Two months later, North Korea’s invasion
of the south plunged the U.S. and other United Nations forces into war,
and by autumn the BUCK was en route to join the Seventh Fleet as a unit
of Destroyer Division 71 screening carrier task groups supporting U.N.
ground operations in Korea.
During her third deployment to the
Western Pacific in 1952, her gunners shelled enemy shore installations,
bridges, and railroads; screened the fast carrier task force; and made
two trips south to Okinawa. Following the war, which ended with an
uneasy truce on 27 July 1953, the BUCK continued alternating operations
on the West Coast with deployments to the Western Pacific.
The routine was broken in 1956 when her
crew and those of other ships of Destroyer Division 71 saved a burning
Norwegian freighter. To the rescue again during her 1957 tour, the BUCK
fought ten-foot waves to pick up a downed pilot from the carrier BON
HOMME RICHARD (C-31), and in 1958 while patrolling the Taiwan Straits,
she rescued thirteen shipwrecked Chinese Nationalists. During the
Laotian crisis in 1961, she operated with British and Australian forces.
In 1963 the BUCK increased her
antisubmarine capabilities when she became the first destroyer to test
and use the Drone Antisubmarine Helicopter (DASH) system. During 1965
she remained busy with operations and exercises along the West Coast and
deployments to the Western Pacific and the waters of Vietnam. Her cruise
in 1968 was her thirteenth career deployment and her ninth wartime
cruise with the Seventh Fleet. Operations with the fleet included
screening, plane guard, and picket duty in addition to search and rescue
missions.
In May 1969 the BUCK’s antisubmarine
warfare team detected an unidentified submarine and for several days
coordinated the activities of the ships and aircraft tracking the boat.
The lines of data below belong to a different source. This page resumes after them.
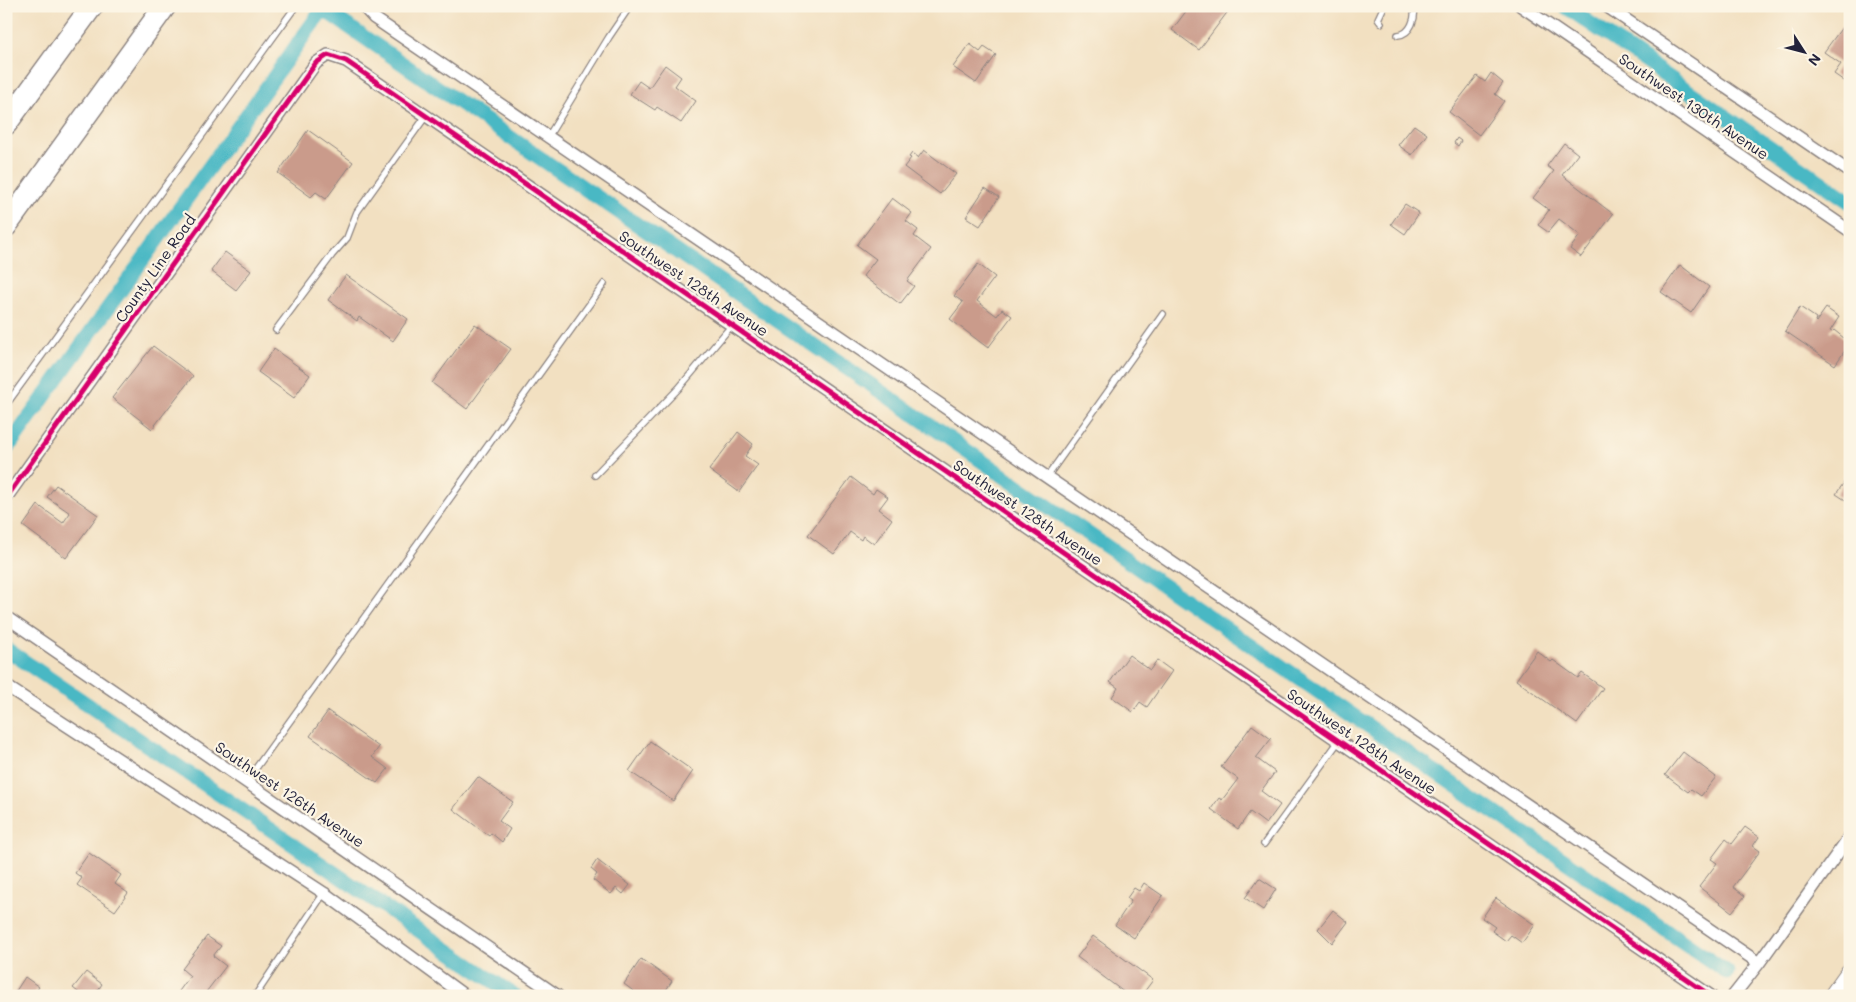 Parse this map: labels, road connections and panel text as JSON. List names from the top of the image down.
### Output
{
  "streets": {
    "street": [
      "Southwest 130th Avenue",
      "County Line Road",
      "Southwest 128th Avenue",
      "Southwest 126th Avenue"
    ]
  },
  "crossings": [
    ["County Line Road", "Southwest 128th Avenue"]
  ],
  "north": "bottom right"
} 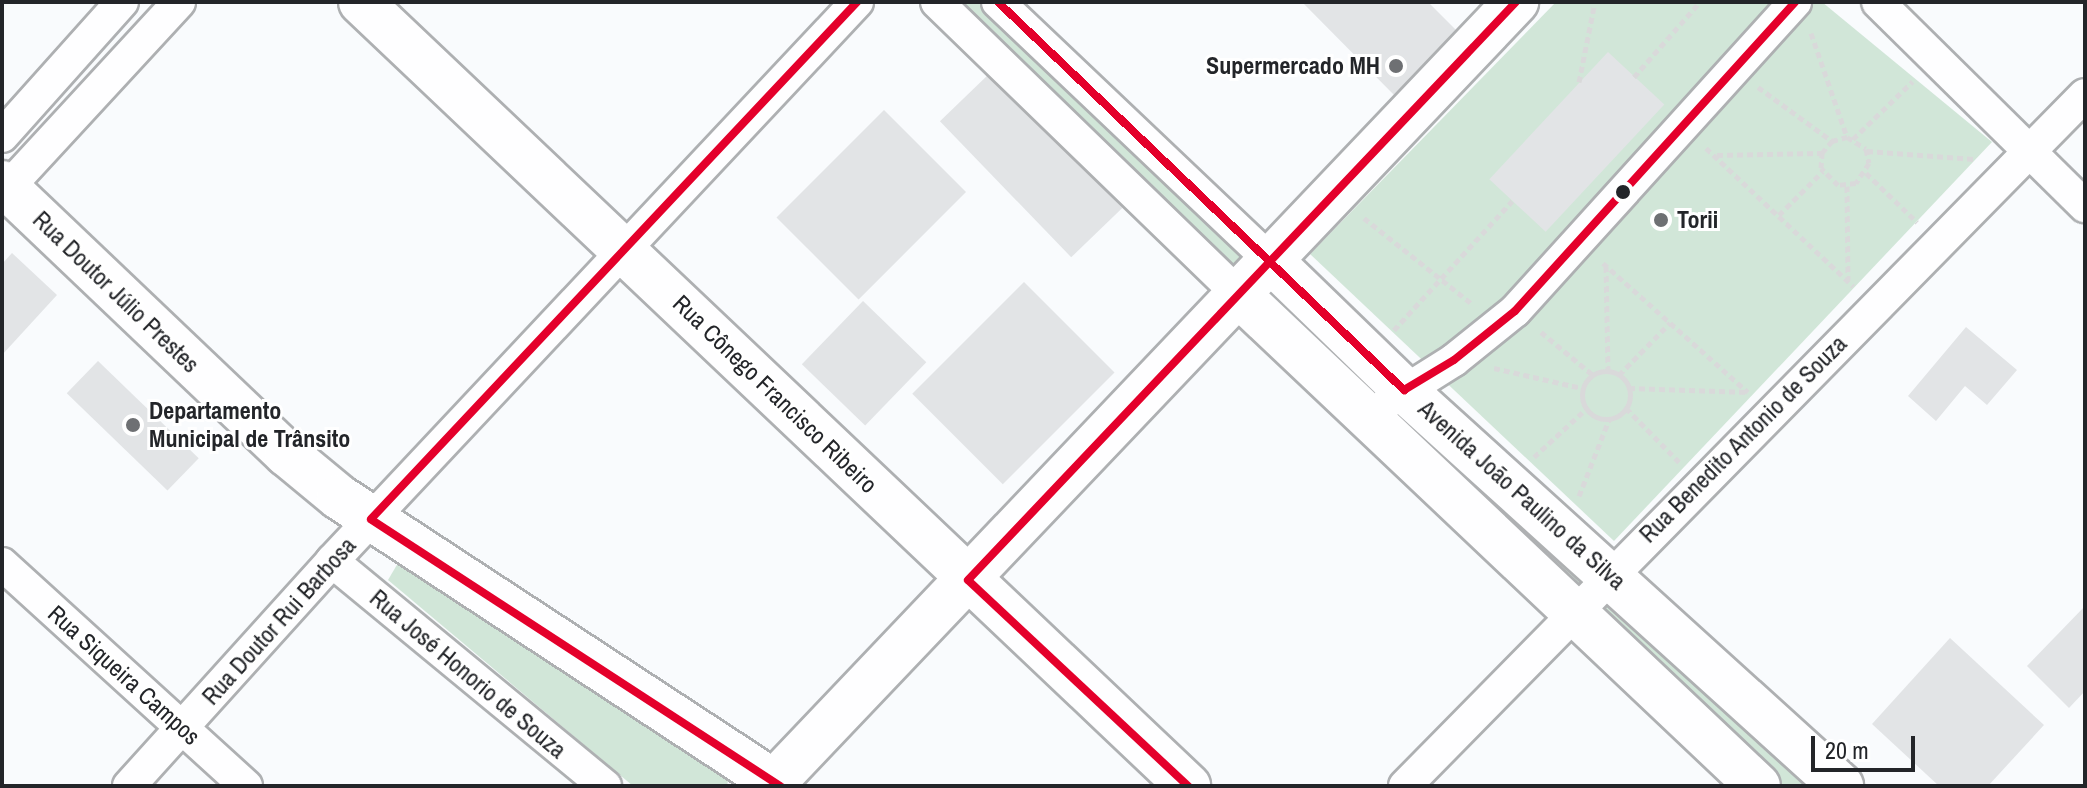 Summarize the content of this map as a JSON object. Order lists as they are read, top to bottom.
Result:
{
  "streets": {
    "main road": ["Rua Doutor Júlio Prestes", "Rua Cônego Francisco Ribeiro", "Avenida João Paulino da Silva"],
    "street": [
      "Rua Benedito Antonio de Souza",
      "Rua Doutor Rui Barbosa",
      "Rua José Honorio de Souza",
      "Rua Siqueira Campos"
    ]
  },
  "crossings": [
    ["Rua Doutor Júlio Prestes", "Rua Doutor Rui Barbosa"],
    ["Rua Cônego Francisco Ribeiro", "Rua Doutor Rui Barbosa"],
    ["Rua Benedito Antonio de Souza", "Avenida João Paulino da Silva"],
    ["Rua Doutor Rui Barbosa", "Rua José Honorio de Souza"],
    ["Rua Doutor Rui Barbosa", "Rua Siqueira Campos"]
  ],
  "places": ["Supermercado MH", "Torii", "Departamento Municipal de Trânsito"],
  "scale_bar": "20 m"
}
She continued her regular stints of rescue and plane guard duty in the
Tonkin Gulf and on the gun line, where her gunners accounted for
sixty-one bunkers destroyed or damaged, ten caves closed, and six
buildings destroyed. In October 1969 she headed for home with the BON
HOMME RICHARD, JOHN W. THOMASON, WILTSIE (DD-814), and PERKINS (DD-877).
July 1970 found the BUCK steaming for the
Western Pacific with the LYNDE MCCORMICK (DDG-8), PERKINS, and WILTSIE.
An engine problem sidetracked the BUCK to Pearl Harbor for repairs, but
by late August she was anchored just north of Vung Tau, South Vietnam.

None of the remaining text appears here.